▸ **PROMPT**
All lines from the one with "Map reading. Give" through the close of the records below are to be set down exactly, and no others.

------------------------------------

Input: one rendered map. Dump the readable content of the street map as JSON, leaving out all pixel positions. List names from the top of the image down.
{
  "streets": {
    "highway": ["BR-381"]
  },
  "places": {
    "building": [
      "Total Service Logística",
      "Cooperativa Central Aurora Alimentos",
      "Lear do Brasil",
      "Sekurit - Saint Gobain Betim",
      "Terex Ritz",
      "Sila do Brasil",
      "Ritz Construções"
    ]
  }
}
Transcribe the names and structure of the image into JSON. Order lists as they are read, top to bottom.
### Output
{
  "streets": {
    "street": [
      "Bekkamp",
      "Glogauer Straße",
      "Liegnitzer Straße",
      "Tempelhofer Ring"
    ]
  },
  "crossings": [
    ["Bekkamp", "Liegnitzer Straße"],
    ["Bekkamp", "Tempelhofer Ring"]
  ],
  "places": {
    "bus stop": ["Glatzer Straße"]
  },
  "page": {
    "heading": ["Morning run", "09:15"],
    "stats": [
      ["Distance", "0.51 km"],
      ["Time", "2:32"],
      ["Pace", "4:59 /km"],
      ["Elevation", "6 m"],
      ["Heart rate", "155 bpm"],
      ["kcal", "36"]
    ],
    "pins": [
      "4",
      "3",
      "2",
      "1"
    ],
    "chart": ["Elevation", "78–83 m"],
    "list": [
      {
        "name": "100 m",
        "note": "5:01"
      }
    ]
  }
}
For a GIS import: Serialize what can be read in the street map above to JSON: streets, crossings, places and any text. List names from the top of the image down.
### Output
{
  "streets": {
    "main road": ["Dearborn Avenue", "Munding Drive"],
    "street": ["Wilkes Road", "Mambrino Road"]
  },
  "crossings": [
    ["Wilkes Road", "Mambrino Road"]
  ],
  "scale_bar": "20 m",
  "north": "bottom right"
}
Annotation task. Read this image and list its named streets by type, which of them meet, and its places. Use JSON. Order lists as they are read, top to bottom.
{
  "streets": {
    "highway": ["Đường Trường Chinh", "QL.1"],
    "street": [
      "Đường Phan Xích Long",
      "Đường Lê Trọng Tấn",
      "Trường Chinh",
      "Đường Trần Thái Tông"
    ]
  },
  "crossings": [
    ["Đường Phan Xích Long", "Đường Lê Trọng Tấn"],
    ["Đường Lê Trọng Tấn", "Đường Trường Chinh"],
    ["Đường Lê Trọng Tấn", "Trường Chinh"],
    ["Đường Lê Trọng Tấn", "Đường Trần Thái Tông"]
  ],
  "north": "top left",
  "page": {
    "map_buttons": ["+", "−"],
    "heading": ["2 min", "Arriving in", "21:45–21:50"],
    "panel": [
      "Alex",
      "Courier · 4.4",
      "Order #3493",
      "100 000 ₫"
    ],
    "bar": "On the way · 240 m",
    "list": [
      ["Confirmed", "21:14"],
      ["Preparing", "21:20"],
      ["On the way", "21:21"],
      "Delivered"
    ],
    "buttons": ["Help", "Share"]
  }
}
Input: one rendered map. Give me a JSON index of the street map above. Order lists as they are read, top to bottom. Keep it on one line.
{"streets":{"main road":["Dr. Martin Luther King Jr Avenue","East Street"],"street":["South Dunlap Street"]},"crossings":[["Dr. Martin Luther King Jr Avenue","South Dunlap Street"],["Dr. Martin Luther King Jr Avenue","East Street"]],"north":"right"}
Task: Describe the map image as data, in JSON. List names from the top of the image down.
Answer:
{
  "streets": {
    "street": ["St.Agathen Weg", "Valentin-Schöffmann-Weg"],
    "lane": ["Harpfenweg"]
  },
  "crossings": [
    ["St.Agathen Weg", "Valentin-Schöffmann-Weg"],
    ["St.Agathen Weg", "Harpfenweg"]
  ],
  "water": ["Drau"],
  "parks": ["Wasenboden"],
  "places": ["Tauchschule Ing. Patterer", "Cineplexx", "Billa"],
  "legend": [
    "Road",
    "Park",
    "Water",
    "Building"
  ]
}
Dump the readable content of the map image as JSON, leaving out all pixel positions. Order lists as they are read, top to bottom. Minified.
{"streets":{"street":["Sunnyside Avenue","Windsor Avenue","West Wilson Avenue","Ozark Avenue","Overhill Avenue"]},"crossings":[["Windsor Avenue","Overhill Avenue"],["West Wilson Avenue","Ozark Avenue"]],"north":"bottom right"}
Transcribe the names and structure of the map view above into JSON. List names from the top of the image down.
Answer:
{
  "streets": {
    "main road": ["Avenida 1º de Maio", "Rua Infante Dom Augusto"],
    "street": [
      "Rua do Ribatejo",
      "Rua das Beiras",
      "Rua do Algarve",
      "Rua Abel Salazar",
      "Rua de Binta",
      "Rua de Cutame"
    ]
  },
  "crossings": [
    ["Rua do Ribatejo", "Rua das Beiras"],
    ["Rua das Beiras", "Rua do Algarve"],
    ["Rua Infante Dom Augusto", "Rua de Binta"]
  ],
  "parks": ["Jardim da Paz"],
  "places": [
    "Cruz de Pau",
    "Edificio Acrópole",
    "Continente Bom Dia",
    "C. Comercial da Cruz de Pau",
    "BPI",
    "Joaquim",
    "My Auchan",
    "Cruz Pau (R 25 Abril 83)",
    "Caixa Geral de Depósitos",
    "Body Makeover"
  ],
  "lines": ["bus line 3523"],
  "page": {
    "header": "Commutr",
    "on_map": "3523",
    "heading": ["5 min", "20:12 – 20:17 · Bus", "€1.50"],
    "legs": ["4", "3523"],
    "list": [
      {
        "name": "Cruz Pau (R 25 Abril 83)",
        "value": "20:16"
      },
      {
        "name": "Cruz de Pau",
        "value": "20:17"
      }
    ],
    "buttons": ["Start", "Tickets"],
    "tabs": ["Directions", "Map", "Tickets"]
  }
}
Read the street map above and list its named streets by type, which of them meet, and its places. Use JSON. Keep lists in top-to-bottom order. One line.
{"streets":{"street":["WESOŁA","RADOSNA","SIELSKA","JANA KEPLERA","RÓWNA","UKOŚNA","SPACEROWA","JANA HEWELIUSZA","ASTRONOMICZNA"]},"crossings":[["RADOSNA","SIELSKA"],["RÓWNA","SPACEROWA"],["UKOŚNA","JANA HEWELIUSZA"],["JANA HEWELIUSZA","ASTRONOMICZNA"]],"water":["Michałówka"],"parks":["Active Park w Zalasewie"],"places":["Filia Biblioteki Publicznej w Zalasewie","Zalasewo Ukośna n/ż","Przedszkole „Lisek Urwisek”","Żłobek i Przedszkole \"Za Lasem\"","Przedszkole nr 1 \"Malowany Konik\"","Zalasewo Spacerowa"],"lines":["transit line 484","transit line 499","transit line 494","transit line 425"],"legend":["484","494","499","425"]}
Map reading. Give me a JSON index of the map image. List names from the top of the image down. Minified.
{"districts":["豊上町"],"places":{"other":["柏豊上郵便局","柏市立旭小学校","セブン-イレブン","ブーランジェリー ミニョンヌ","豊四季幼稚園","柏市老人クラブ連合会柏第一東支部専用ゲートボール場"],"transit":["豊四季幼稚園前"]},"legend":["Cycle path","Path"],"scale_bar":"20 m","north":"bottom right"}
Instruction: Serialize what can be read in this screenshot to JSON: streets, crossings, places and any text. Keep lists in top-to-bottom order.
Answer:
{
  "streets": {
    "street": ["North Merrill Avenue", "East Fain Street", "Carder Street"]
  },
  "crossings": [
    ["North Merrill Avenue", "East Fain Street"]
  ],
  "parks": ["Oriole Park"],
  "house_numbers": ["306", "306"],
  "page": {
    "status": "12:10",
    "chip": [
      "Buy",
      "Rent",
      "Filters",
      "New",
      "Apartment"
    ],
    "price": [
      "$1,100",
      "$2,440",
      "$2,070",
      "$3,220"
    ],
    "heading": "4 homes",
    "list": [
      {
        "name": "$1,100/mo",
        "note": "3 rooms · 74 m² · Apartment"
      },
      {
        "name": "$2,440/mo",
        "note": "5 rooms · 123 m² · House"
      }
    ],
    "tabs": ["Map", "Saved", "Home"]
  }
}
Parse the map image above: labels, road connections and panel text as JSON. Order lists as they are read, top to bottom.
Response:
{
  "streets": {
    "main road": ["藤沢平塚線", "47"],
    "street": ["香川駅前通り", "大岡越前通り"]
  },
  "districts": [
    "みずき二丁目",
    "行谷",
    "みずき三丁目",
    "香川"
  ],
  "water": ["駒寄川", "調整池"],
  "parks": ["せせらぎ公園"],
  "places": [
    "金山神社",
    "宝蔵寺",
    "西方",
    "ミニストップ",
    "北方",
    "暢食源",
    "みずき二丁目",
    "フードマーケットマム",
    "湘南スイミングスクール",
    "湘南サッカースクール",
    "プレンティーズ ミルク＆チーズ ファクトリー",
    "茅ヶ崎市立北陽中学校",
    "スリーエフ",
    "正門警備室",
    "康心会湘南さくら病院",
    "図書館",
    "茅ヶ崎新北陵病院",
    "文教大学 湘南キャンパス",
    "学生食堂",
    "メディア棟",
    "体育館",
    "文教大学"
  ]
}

------------------------------------

▸ **THE ANSWER**
Map reading. Give me a JSON index of the map image. List names from the top of the image down. Minified.
{"districts":["豊上町"],"places":{"other":["柏豊上郵便局","柏市立旭小学校","セブン-イレブン","ブーランジェリー ミニョンヌ","豊四季幼稚園","柏市老人クラブ連合会柏第一東支部専用ゲートボール場"],"transit":["豊四季幼稚園前"]},"legend":["Cycle path","Path"],"scale_bar":"20 m","north":"bottom right"}
Instruction: Serialize what can be read in this screenshot to JSON: streets, crossings, places and any text. Keep lists in top-to-bottom order.
Answer:
{
  "streets": {
    "street": ["North Merrill Avenue", "East Fain Street", "Carder Street"]
  },
  "crossings": [
    ["North Merrill Avenue", "East Fain Street"]
  ],
  "parks": ["Oriole Park"],
  "house_numbers": ["306", "306"],
  "page": {
    "status": "12:10",
    "chip": [
      "Buy",
      "Rent",
      "Filters",
      "New",
      "Apartment"
    ],
    "price": [
      "$1,100",
      "$2,440",
      "$2,070",
      "$3,220"
    ],
    "heading": "4 homes",
    "list": [
      {
        "name": "$1,100/mo",
        "note": "3 rooms · 74 m² · Apartment"
      },
      {
        "name": "$2,440/mo",
        "note": "5 rooms · 123 m² · House"
      }
    ],
    "tabs": ["Map", "Saved", "Home"]
  }
}
Parse the map image above: labels, road connections and panel text as JSON. Order lists as they are read, top to bottom.
Response:
{
  "streets": {
    "main road": ["藤沢平塚線", "47"],
    "street": ["香川駅前通り", "大岡越前通り"]
  },
  "districts": [
    "みずき二丁目",
    "行谷",
    "みずき三丁目",
    "香川"
  ],
  "water": ["駒寄川", "調整池"],
  "parks": ["せせらぎ公園"],
  "places": [
    "金山神社",
    "宝蔵寺",
    "西方",
    "ミニストップ",
    "北方",
    "暢食源",
    "みずき二丁目",
    "フードマーケットマム",
    "湘南スイミングスクール",
    "湘南サッカースクール",
    "プレンティーズ ミルク＆チーズ ファクトリー",
    "茅ヶ崎市立北陽中学校",
    "スリーエフ",
    "正門警備室",
    "康心会湘南さくら病院",
    "図書館",
    "茅ヶ崎新北陵病院",
    "文教大学 湘南キャンパス",
    "学生食堂",
    "メディア棟",
    "体育館",
    "文教大学"
  ]
}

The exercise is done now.